BRIEF:
Search the data below for the word "overflow" and copy each line that holds it.

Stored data
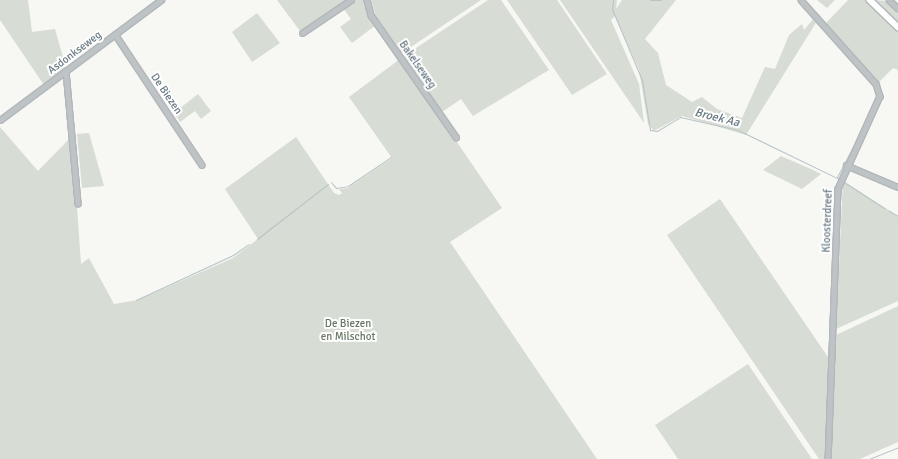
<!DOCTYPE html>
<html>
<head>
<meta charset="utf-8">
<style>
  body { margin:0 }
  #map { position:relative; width:898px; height:459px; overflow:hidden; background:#f7f7f4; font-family:Signika,sans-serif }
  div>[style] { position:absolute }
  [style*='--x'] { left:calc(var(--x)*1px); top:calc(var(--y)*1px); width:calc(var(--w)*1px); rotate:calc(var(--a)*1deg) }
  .green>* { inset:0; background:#d7dcd4 }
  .stream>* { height:1px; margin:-0.5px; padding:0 0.5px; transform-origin:0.5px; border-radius:0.5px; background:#b7c3c6 }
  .roads { filter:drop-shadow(1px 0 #b2b7ba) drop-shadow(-1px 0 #b2b7ba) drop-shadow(0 1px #b2b7ba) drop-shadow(0 -1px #b2b7ba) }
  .minor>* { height:4.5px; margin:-2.25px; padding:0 2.25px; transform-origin:2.25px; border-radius:2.25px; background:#bec3c6 }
  .major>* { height:5.5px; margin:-2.75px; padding:0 2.75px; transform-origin:2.75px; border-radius:2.75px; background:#fff }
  span { translate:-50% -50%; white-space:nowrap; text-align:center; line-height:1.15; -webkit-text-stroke:4px #fff; paint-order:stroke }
  .street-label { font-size:11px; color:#687983 }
  .park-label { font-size:11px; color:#677663 }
  .water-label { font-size:12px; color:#64797f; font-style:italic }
</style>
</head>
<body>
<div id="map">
  <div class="green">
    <div style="clip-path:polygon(0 0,28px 0,32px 32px,55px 29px,66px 68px,44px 85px,0 20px)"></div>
    <div style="clip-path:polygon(277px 0,348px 0,300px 31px)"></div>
    <div style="clip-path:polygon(355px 0,365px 0,376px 25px,352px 43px,340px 27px,351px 19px,343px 8px)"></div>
    <div style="clip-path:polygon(371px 0,481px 0,402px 53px,376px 16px)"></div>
    <div style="clip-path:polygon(488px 0,501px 0,549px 70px,473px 116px,461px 99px,442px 112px,404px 56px)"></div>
    <div style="clip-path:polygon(507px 0,557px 0,607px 74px,572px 95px)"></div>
    <div style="clip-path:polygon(560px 0,617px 0,616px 9px,622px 0,676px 0,645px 39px,658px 53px,666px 85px,692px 102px,702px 97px,717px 109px,742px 118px,765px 67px,775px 69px,789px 35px,802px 24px,804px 30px,814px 18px,817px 21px,746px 135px,682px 116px,654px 131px,648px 124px,639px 70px,615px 16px,611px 20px,639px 84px,644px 123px)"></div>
    <div style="clip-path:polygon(817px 0,835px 0,827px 8px)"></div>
    <div style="clip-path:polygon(848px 0,865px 0,898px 31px,898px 70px,893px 68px,879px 82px,826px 23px)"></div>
    <div style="clip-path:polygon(873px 0,888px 1px,898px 11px,898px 24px)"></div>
    <div style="clip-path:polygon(257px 13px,280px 43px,252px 62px,232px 32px)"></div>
    <div style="clip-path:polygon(400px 59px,502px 208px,450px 242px,597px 459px,0 459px,0 127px,38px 171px,72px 136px,81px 264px,89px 258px,114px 304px,138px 300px,233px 258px,258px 239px,225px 189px,296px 137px,334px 193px,339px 195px,342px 193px,339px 189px,348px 188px,392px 158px,349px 97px)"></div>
    <div style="clip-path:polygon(198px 94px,211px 111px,201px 119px,195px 111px,180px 122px,174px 113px)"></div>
    <div style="clip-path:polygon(89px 133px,104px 186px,82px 188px,77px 134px)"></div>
    <div style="clip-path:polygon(781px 156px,813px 170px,821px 174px,802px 189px,763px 170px)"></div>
    <div style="clip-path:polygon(843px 181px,898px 216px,898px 301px,836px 329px)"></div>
    <div style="clip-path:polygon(720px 199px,830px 360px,826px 459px,819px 459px,667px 235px)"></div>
    <div style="clip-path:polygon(898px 306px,898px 442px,860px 459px,830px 459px,836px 335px)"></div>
    <div style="clip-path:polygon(748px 364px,812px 459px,678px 459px,655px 425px)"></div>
  </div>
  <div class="stream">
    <div style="--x:613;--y:0;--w:9;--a:96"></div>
    <div style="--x:612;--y:9;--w:77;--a:67.1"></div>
    <div style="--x:642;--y:80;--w:51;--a:80.9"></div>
    <div style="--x:650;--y:130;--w:7;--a:8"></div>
    <div style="--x:657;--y:131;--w:27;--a:-31"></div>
    <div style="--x:680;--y:117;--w:59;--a:12.6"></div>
    <div style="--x:738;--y:130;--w:112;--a:25.9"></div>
    <div style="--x:650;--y:0;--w:11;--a:0"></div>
    <div style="--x:837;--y:177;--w:62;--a:-62.2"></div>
    <div style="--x:331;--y:182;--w:8;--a:50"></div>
    <div style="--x:336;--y:188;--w:12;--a:-9"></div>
    <div style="--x:348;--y:186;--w:52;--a:-34"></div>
    <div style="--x:844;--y:182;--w:48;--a:33"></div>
    <div style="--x:889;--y:211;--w:10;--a:29"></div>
    <div style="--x:257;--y:239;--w:90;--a:-37.8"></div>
    <div style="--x:136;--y:300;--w:107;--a:-24.9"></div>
    <div style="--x:233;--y:255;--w:19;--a:-35"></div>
    <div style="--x:869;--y:459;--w:31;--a:-22"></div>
  </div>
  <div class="roads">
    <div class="minor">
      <div style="--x:367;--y:0;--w:16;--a:75"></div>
      <div style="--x:371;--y:15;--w:149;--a:55.1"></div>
      <div style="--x:801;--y:0;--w:113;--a:48.2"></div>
      <div style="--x:876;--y:84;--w:13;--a:72"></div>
      <div style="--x:880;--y:96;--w:102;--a:114.3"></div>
      <div style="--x:838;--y:189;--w:270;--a:92.1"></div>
      <div style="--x:889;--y:0;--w:12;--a:42"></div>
      <div style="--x:302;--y:33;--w:59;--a:-34"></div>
      <div style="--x:115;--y:34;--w:157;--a:56.4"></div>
      <div style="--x:66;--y:71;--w:133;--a:84.8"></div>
      <div style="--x:0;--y:120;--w:201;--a:-36.7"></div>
      <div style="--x:846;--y:165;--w:56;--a:22.9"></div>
    </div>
    <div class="major">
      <div style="--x:870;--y:0;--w:39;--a:44"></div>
    </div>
  </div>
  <div class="street-label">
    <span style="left:75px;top:53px;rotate:-37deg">Asdonkseweg</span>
    <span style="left:417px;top:65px;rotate:55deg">Bakelseweg</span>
    <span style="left:166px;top:94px;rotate:56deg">De Biezen</span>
    <span style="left:828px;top:221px;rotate:-88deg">Kloosterdreef</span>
  </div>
  <div class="park-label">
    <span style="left:348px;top:331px">De Biezen<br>en Milschot</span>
  </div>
  <div class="water-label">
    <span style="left:717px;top:118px;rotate:14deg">Broek Aa</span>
  </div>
</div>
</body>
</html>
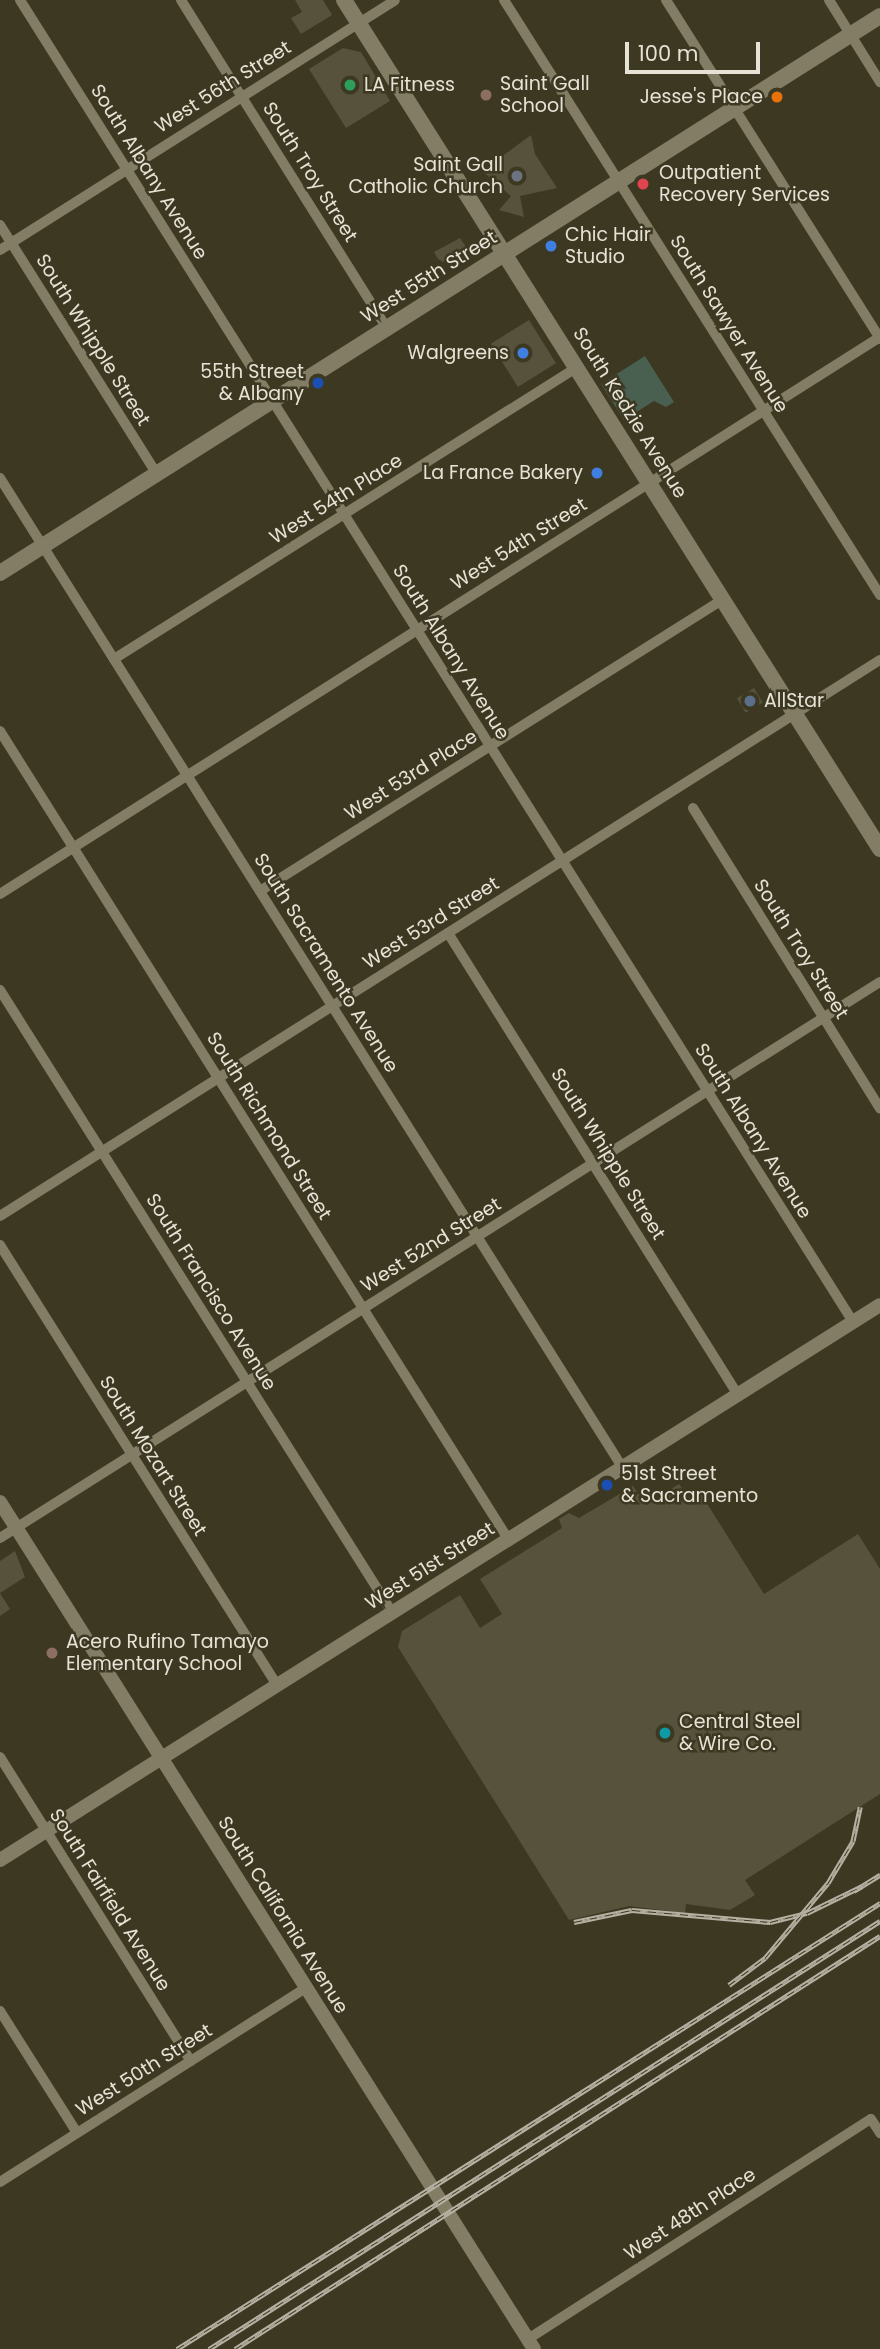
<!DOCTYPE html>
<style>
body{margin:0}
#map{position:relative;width:880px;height:2349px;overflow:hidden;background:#3d3822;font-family:Poppins,sans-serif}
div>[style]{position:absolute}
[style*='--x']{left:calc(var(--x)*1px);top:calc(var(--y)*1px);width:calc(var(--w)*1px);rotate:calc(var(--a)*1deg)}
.green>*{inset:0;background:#495f4f}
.building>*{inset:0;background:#57523b;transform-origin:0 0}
.minor>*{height:10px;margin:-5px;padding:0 5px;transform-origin:5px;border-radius:5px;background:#837d66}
.tertiary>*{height:14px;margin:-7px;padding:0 7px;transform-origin:7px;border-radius:7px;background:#837d66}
.secondary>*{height:16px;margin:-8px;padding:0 8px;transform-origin:8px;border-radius:8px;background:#837d66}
.rail>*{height:5px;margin-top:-2.5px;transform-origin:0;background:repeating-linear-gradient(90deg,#3d3822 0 8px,#b6b2a3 0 16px);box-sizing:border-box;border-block:2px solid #b6b2a3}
.dots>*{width:19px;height:19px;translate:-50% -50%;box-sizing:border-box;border:4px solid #3d3822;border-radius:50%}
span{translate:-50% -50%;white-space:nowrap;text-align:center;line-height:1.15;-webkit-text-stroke:5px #3d3822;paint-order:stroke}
.poi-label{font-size:19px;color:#e6e3d6}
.left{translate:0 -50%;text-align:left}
.right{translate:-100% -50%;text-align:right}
.street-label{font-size:19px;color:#e6e3d6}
.scale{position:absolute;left:625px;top:42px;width:135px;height:32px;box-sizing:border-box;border:4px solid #e6e3d6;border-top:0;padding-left:9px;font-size:21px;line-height:24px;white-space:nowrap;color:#e6e3d6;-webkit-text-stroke:5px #3d3822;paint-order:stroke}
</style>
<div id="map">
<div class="green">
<div style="clip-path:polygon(645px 356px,674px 402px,666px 407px,654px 401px,624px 420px,601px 384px)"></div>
</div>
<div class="building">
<div style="clip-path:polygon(295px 0,323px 0,332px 15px,301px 34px,291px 18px,302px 12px)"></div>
<div style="clip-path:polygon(343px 48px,361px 52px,390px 101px,346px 128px,309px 69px)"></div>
<div style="clip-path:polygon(531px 135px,535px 154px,557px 188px,520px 196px,524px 217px,499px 210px,511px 196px,482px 171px)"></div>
<div style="clip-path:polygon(460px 238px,466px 247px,443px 262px,438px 259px,434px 252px)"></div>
<div style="left:529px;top:320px;width:51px;height:45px;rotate:58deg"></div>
<div style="left:754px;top:688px;width:17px;height:20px;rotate:59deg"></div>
<div style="clip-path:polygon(679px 1484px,688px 1498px,699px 1491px,764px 1594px,858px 1534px,880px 1569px,880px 1794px,745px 1880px,755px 1895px,730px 1910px,686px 1904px,685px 1913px,629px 1906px,569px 1920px,398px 1647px,402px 1631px,460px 1595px,480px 1628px,502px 1614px,480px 1579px,562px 1528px,559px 1519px,569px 1513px,579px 1518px,633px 1486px,646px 1505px)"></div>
<div style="clip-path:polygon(15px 1551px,25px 1577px,0 1593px,10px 1609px,0 1616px,0 1561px)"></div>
</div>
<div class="minor">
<div style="--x:20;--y:0;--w:1563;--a:57.78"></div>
<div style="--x:181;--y:0;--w:387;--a:57.9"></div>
<div style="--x:504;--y:0;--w:704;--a:57.71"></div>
<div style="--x:666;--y:0;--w:401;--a:57.7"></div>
<div style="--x:829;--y:0;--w:97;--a:58.1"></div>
<div style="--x:0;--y:225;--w:294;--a:57.8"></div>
<div style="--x:0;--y:250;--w:467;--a:-32.3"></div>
<div style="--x:0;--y:478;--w:1168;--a:57.83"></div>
<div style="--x:114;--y:659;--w:546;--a:-32.21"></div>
<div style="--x:0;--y:731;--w:954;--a:57.84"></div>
<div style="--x:693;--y:808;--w:354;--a:58.1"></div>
<div style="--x:260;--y:891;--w:546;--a:-32.21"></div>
<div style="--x:0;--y:894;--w:1041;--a:-32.33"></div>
<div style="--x:448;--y:933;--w:545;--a:57.88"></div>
<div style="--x:0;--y:990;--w:735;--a:57.78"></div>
<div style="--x:0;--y:1216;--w:1041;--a:-32.29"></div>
<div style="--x:0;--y:1245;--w:520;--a:57.81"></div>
<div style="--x:0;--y:1538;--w:1041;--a:-32.29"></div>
<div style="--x:0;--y:1757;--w:359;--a:57.9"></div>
<div style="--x:0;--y:2011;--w:144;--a:57.7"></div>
<div style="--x:0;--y:2182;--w:362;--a:-32.4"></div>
<div style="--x:528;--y:2339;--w:407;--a:-32.7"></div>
<div style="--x:871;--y:2119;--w:17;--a:57"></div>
</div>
<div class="tertiary">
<div style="--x:0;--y:1502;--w:1001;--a:57.77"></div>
<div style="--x:0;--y:1860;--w:1040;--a:-32.24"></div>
</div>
<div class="secondary">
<div style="--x:344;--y:0;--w:1004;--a:57.73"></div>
<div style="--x:0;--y:573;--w:1041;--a:-32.33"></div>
</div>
<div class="rail">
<div style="--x:854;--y:1891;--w:31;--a:-32"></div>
<div style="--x:574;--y:1922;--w:59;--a:-11.7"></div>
<div style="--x:632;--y:1910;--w:139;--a:5"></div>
<div style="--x:770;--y:1922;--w:38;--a:-14"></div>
<div style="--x:807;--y:1913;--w:61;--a:-26.1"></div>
<div style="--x:729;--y:1985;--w:45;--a:-36.9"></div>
<div style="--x:765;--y:1958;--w:98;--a:-50"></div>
<div style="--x:828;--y:1883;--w:49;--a:-59.2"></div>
<div style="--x:853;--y:1841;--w:35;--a:-78"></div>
<div style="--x:177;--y:2349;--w:833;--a:-32.39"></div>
<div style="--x:209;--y:2349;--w:796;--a:-32.53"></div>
<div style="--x:235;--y:2349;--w:766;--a:-32.63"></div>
</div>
<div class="dots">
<div style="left:350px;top:85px;background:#2e9e5b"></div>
<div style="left:486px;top:95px;background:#8d6e63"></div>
<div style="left:777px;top:97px;background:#e8710a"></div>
<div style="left:517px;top:176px;background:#6b7280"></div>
<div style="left:643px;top:184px;background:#e0444e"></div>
<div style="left:551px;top:246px;background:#3f7fe0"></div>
<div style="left:523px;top:353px;background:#3f7fe0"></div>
<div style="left:318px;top:383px;background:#1a4fb4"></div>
<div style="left:597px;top:473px;background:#3f7fe0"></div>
<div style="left:750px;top:701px;background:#5c6f8a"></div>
<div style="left:607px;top:1485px;background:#1a4fb4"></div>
<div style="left:52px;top:1653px;background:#8d6e63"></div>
<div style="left:665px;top:1733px;background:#0f9aa8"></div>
</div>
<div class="poi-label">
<span class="left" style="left:500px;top:95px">Saint Gall<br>School</span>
<span class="left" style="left:364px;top:85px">LA Fitness</span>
<span class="right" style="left:763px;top:97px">Jesse's Place</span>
<span class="right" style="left:503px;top:176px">Saint Gall<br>Catholic Church</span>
<span class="left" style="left:659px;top:184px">Outpatient<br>Recovery Services</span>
<span class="left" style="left:565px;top:246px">Chic Hair<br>Studio</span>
<span class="right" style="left:509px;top:353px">Walgreens</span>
<span class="right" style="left:304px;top:383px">55th Street<br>&amp; Albany</span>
<span class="right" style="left:583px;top:473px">La France Bakery</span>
<span class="left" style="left:764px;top:701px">AllStar</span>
<span class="left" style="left:621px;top:1485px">51st Street<br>&amp; Sacramento</span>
<span class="left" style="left:66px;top:1653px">Acero Rufino Tamayo<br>Elementary School</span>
<span class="left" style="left:679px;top:1733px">Central Steel<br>&amp; Wire Co.</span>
</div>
<div class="street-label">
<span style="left:223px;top:87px;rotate:-32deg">West 56th Street</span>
<span style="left:149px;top:172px;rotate:58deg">South Albany Avenue</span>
<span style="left:310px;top:172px;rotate:58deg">South Troy Street</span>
<span style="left:429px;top:277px;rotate:-32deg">West 55th Street</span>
<span style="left:729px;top:324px;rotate:58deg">South Sawyer Avenue</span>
<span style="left:93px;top:340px;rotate:58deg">South Whipple Street</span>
<span style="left:630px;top:413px;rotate:58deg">South Kedzie Avenue</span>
<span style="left:336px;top:499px;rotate:-32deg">West 54th Place</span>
<span style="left:519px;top:544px;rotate:-32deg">West 54th Street</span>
<span style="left:451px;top:652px;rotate:58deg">South Albany Avenue</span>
<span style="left:411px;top:775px;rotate:-32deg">West 53rd Place</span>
<span style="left:431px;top:923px;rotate:-32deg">West 53rd Street</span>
<span style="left:801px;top:949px;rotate:58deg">South Troy Street</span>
<span style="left:326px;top:963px;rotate:58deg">South Sacramento Avenue</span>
<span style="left:269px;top:1126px;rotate:58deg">South Richmond Street</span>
<span style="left:753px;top:1131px;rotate:58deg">South Albany Avenue</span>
<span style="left:608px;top:1154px;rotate:58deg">South Whipple Street</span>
<span style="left:431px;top:1245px;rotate:-32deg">West 52nd Street</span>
<span style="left:211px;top:1292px;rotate:58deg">South Francisco Avenue</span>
<span style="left:153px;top:1456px;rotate:58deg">South Mozart Street</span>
<span style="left:430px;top:1566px;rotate:-32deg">West 51st Street</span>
<span style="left:110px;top:1900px;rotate:58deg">South Fairfield Avenue</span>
<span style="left:283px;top:1915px;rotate:58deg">South California Avenue</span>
<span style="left:144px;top:2070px;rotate:-32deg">West 50th Street</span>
<span style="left:690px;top:2214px;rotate:-33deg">West 48th Place</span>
</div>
<div class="scale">100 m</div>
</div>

FINISHED TASK:
  #map { position:relative; width:898px; height:459px; overflow:hidden; background:#f7f7f4; font-family:Signika,sans-serif }
#map{position:relative;width:880px;height:2349px;overflow:hidden;background:#3d3822;font-family:Poppins,sans-serif}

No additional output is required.